CuInSe2 and CuInSe2-ZnS based high efficiency green quantum dot sensitized solar cells

CuInSe2 (CISe) based quantum dots (QDs), are perceived to be promising alternatives to those of cadmium or lead chalcogenide based QDs in serving as light-harvesting sensitizer materials in quantum dot sensitized solar cells (QDSCs) due to their near-infrared (NIR) absorbing capacity and low toxicity. Herein, we have synthesized high quality CISe QDs via the organic phase high temperature route, and then alloying with ZnS to form the CISeZnS QDs with higher chemical stability and superior optoelectronic properties. The obtained green CISe and CISeZnS QD sensitizers were immobilized onto TiO2 film electrodes with high loading amount through the linker molecule assisted post synthesis assembly approach with the use of MPA-capped water-soluble QDs.
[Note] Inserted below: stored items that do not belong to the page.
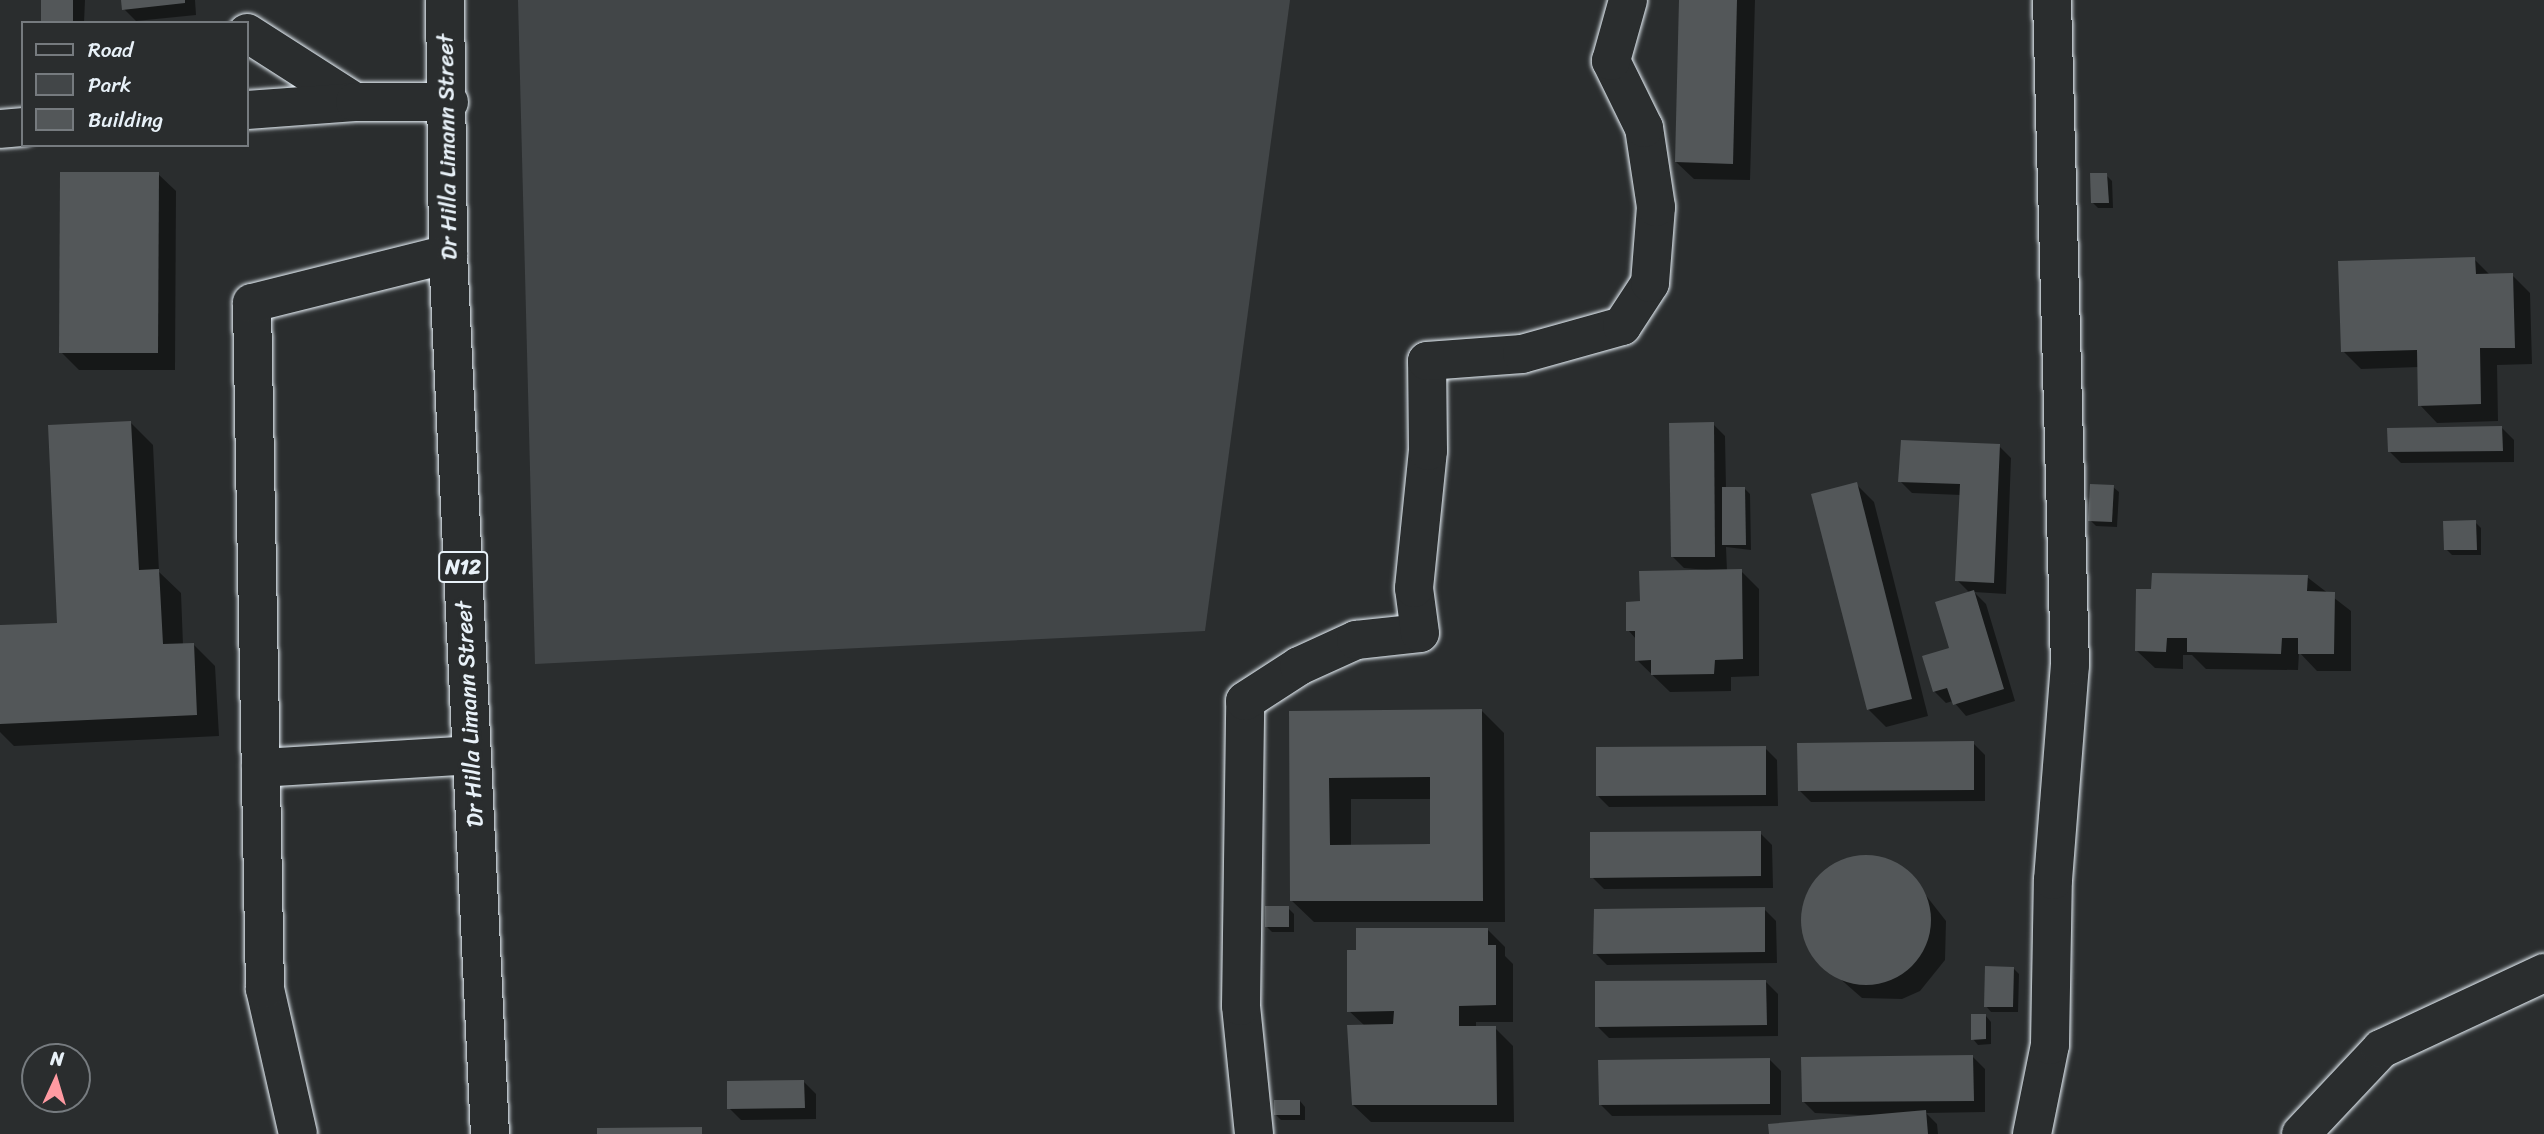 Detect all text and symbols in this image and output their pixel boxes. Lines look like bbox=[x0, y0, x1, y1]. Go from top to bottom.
legend bbox=[21, 21, 248, 147]
text: Road bbox=[88, 31, 133, 69]
street label: Dr Hilla Limann Street bbox=[432, 34, 464, 260]
text: Park bbox=[88, 66, 131, 104]
text: Building bbox=[88, 101, 163, 139]
road number: N12 bbox=[437, 550, 489, 584]
street label: Dr Hilla Limann Street bbox=[450, 600, 490, 828]
text: N bbox=[50, 1042, 65, 1075]
north arrow bbox=[21, 1043, 91, 1113] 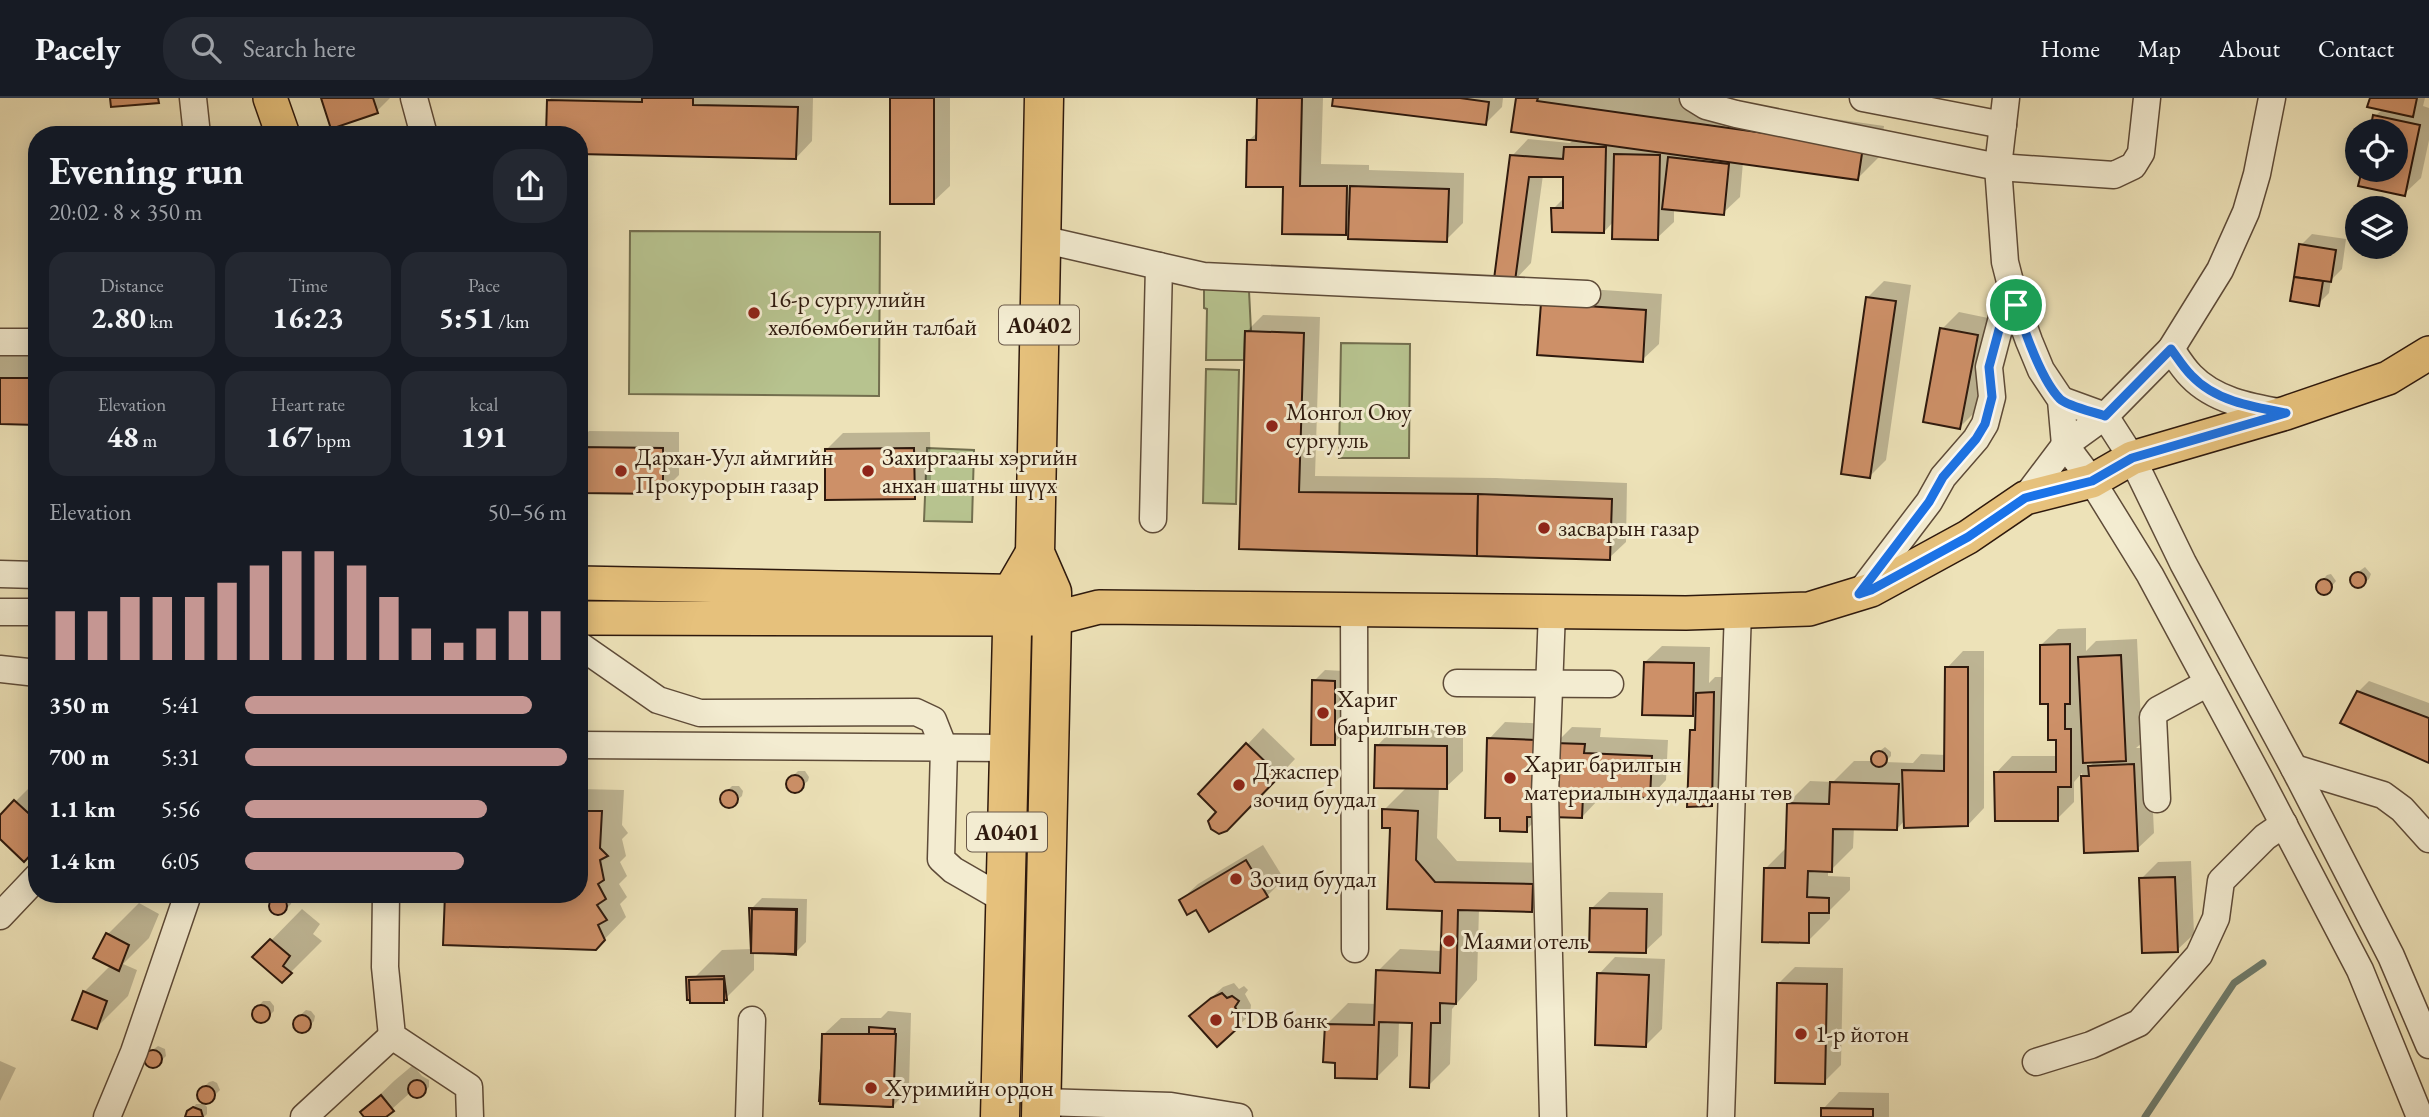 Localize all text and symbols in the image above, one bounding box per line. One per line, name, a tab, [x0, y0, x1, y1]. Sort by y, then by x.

Hindered charge recombination in the built CISeZnS QD based solar cells in comparison with reference CISe cells has been confirmed by impedance spectroscopy, as well as transient photovoltage decay measurements. With the combination of high QD loading and passivated trap-state defects, the resulting regenerative sandwich CISeZnS QD based champion solar cells exhibited an efficiency of 6.79% (J(sc) = 22.61 mA cm(-2), V-oc = 0.583 V, FF = 0.515) under AM 1.5 G full one sun irradiation. The obtained efficiency was among the best performances for liquid-junction QDSCs and also demonstrated comparable photovoltaic performance of green CISe based QDs to the toxic cadmium and lead chalcogenide QDs.